1. Describe your reaction to the violence described in the beginning chapters. What does this violence tell us
about the culture it describes? Our protagonist?
2. What things or characteristics do you see being used symbolically? Explain how this symbolism is used and
why it might be significant.
3. How do you think our narrator would define success? What obstacles are revealed in your reading so far?
Which of these obstacles are external? Which are internal? How are they related?
4. How is the “twoness” described by W.E.B. Dubois evident in the characters in this text? Do you think any
character negotiates this “twoness” more effectively than other characters?
5. How is the advice the narrator gets from his grandfather, Dr. Bledsoe and the vet similar? How is it
different? What part of the advice he receives do you think the narrator should heed?
6. In what ways does the change in setting change the narrator’s story? Does his conflict change or remain the
same? What additional obstacles, if any, does he face? What additional freedoms, if any, does he encounter?

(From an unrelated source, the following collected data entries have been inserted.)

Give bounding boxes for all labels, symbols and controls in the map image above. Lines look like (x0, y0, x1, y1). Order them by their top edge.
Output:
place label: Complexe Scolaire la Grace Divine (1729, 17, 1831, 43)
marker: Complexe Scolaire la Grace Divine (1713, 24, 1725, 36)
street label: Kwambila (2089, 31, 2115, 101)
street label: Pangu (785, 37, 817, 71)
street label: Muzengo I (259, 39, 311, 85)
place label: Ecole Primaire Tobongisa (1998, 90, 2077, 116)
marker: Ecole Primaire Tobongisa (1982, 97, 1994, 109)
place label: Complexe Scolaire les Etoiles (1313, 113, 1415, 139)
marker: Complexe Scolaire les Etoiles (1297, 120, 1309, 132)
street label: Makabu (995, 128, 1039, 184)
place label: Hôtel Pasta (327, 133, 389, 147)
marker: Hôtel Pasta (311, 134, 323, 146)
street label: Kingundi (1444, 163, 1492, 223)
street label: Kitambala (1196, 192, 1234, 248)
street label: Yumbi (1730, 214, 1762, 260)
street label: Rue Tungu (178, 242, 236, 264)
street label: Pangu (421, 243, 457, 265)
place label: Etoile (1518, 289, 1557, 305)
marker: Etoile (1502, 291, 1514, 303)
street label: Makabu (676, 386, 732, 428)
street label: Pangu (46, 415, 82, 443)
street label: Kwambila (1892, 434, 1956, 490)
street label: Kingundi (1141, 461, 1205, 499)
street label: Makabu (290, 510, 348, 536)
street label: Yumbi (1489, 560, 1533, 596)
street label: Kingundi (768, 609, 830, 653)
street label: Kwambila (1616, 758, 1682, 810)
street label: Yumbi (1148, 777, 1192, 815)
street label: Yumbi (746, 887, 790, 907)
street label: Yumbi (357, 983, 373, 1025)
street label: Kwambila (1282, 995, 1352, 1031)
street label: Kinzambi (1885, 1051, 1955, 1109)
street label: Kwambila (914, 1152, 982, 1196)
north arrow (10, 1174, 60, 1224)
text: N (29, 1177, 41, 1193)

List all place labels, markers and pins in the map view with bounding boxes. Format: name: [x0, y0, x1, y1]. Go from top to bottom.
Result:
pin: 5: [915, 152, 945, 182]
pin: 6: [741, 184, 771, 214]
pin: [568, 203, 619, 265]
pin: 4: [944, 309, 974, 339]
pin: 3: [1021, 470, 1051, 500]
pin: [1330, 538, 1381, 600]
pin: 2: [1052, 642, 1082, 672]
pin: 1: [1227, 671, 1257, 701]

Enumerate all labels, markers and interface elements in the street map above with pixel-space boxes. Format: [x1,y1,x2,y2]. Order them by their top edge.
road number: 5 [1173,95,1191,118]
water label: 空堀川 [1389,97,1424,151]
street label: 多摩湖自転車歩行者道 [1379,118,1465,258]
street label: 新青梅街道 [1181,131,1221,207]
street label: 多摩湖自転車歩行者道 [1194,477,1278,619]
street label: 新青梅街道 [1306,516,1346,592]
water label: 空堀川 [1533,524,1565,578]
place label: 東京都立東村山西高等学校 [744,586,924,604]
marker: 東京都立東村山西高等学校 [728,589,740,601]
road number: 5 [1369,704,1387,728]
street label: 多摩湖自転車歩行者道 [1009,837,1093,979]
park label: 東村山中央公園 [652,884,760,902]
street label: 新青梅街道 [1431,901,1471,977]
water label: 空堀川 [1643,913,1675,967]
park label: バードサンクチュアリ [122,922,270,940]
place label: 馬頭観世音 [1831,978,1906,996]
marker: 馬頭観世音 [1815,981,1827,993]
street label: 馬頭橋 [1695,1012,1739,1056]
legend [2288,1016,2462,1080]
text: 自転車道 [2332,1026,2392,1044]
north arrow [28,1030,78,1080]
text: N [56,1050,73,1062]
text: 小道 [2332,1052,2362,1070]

7. Chapter 11 appears to be stylistically very different from the rest of the book? What is it about the style that
makes it different? What is the chapter about? Do you think the style reflects the content of the chapter? How
does this chapter fit with the rest of the book.
8. In what ways do you see the narrator becoming more invisible? Visible? What is the significance of these
changes?
9. How is Mary different from the rest of the characters we have encountered so far? Is she a symbol of
authenticity or a symbol of retreat?
10. Do you think the narrator becomes more or less visible in these chapters?
11.What is the significance of the yams in chapter 13?
12.What is the significance of the bank in chapter 14?
13.What is the significance of the objects owned by the evicted tenants specifically described by the narrator?
14.Do you think the Brotherhood provides a place where our narrator can become visible?
15.What do you think Tod Clifton means when he says, “I suppose sometimes a man must plunge outside
history…”. In what ways are the characters choices confined by history? In what ways do the characters resist
history?
16.Choose a character that acts as a foil to our narrator? What does the comparison between the two tell us
about the narrator?
17.How are female characters portrayed in this book? What might the portrayal of female characters tell us
about the narrator, the culture, or Ellison’s views about gender?
18.Why do you think Clifton turns to selling the dolls?
19.What does the Brotherhood’s reaction to the narrator’s action in Chapter 22 reveal about them?
20.Describe the imagery of blindness used throughout the book. What do you think is the overall effect of this
imagery?
21. Wrap up your thoughts on the novel? What questions do you think this book raises? How does Ellison use
the craft of writing to explore these questions? What, if any, answers does it provide to these questions?